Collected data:
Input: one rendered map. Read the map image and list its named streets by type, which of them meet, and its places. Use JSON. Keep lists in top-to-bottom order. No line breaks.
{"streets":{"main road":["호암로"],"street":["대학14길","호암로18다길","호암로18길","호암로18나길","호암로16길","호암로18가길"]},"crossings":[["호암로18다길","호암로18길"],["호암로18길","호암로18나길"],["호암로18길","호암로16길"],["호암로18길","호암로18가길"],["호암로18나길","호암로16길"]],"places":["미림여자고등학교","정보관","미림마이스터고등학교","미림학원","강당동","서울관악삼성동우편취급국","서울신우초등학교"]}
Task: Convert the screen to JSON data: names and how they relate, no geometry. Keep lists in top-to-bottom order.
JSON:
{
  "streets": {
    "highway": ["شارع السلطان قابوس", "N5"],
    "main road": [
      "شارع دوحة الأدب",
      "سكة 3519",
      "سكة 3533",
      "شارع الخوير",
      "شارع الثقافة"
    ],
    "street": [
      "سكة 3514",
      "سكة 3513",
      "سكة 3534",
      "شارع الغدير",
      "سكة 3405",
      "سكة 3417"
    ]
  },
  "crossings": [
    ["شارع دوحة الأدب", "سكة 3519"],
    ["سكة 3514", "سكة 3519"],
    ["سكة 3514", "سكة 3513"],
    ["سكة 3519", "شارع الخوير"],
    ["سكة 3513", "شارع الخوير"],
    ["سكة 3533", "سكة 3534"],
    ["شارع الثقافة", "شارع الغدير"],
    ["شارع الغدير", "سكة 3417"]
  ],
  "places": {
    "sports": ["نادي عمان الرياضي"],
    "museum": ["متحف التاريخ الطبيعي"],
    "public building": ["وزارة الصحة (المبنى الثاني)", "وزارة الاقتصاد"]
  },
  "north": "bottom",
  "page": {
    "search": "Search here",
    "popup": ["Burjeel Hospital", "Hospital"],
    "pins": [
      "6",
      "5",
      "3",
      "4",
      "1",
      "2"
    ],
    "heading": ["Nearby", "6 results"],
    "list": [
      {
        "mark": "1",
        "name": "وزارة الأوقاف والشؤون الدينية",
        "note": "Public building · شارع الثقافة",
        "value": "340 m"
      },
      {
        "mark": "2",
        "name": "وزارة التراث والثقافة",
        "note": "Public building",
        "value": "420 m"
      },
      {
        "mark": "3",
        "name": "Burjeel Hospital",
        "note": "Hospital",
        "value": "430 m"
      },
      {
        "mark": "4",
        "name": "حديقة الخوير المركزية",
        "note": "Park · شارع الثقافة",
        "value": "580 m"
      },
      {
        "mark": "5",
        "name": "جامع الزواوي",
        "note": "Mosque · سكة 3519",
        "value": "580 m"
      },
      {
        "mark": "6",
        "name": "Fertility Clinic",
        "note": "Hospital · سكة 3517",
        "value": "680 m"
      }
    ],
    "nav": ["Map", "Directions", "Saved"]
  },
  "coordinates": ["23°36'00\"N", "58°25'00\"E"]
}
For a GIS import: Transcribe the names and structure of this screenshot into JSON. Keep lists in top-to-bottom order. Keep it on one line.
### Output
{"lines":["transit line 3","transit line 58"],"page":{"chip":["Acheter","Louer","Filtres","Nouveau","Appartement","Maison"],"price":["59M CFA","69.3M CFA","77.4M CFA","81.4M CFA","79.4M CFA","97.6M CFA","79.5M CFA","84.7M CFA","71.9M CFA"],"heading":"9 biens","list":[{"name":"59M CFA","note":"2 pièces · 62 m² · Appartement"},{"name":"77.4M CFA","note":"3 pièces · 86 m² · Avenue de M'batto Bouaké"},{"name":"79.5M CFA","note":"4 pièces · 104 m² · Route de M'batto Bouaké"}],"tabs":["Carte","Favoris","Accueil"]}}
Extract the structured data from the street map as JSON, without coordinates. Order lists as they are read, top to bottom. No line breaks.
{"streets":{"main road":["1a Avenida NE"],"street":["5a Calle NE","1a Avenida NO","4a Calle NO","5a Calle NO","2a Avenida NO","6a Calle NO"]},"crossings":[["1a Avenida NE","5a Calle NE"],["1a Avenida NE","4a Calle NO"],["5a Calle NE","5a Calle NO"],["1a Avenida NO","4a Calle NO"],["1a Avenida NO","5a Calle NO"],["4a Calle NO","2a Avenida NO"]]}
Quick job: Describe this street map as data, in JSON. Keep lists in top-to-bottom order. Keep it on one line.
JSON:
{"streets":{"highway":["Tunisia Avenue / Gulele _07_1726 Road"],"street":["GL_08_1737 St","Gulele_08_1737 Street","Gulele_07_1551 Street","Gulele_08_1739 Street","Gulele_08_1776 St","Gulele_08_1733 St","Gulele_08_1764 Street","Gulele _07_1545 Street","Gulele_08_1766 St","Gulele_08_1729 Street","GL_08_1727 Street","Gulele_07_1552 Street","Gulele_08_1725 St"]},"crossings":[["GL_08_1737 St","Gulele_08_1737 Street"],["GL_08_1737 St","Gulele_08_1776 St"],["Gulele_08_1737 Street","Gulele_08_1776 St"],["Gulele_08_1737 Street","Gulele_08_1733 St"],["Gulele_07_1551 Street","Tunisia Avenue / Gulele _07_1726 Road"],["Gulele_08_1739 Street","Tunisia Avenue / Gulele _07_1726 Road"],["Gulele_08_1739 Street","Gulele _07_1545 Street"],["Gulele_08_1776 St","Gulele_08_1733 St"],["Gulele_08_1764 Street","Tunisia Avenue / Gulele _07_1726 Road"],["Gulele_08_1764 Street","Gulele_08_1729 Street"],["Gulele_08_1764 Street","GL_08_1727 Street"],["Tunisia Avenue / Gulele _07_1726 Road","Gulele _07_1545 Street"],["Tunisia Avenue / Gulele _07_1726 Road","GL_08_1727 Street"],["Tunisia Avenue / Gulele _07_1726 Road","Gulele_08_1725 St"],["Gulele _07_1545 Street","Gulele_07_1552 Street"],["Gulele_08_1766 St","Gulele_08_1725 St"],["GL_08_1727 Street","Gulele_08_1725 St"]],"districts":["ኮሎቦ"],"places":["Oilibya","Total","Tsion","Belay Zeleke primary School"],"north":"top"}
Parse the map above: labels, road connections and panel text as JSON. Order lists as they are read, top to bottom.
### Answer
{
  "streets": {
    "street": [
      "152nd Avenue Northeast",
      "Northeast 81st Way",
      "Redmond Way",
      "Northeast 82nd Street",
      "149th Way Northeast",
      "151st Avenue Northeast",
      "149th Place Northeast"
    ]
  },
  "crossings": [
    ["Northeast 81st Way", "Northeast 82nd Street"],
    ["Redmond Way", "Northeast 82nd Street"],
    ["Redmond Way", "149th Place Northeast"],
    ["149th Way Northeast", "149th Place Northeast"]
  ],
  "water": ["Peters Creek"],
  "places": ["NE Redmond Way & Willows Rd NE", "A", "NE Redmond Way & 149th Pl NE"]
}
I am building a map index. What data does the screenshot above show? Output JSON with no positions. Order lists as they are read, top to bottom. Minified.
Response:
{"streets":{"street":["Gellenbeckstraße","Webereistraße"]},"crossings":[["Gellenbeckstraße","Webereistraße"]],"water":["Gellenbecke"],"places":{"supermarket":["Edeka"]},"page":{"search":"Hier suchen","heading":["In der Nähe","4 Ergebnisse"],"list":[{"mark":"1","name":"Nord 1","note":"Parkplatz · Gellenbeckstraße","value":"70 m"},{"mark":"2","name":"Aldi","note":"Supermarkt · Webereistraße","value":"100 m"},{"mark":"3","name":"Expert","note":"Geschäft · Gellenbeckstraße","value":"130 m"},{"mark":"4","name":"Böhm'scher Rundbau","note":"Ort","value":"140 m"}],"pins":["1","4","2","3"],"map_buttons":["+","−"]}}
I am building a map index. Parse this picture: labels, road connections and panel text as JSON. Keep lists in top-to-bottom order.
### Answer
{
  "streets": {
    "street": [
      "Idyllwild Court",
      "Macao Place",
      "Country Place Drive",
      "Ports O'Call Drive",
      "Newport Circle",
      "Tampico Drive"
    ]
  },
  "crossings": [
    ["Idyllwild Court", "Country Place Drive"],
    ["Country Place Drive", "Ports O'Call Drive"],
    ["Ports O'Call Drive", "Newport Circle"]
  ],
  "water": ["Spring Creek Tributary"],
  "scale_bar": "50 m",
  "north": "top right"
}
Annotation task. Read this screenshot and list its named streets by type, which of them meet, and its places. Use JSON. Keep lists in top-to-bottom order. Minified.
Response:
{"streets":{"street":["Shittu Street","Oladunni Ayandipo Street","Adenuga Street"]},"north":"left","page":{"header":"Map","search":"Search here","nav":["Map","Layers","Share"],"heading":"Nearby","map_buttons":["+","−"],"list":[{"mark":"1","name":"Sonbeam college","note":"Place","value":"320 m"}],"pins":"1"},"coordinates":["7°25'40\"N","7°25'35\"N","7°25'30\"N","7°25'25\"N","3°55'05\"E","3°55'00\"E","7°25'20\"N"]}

ACTION ITEM => Copy each line, exactly, that falls between the line containing "Annotation task. Read" and the end of the entries, both included.

ANSWER TO THE PROBLEM =>
Annotation task. Read this screenshot and list its named streets by type, which of them meet, and its places. Use JSON. Keep lists in top-to-bottom order. Minified.
Response:
{"streets":{"street":["Shittu Street","Oladunni Ayandipo Street","Adenuga Street"]},"north":"left","page":{"header":"Map","search":"Search here","nav":["Map","Layers","Share"],"heading":"Nearby","map_buttons":["+","−"],"list":[{"mark":"1","name":"Sonbeam college","note":"Place","value":"320 m"}],"pins":"1"},"coordinates":["7°25'40\"N","7°25'35\"N","7°25'30\"N","7°25'25\"N","3°55'05\"E","3°55'00\"E","7°25'20\"N"]}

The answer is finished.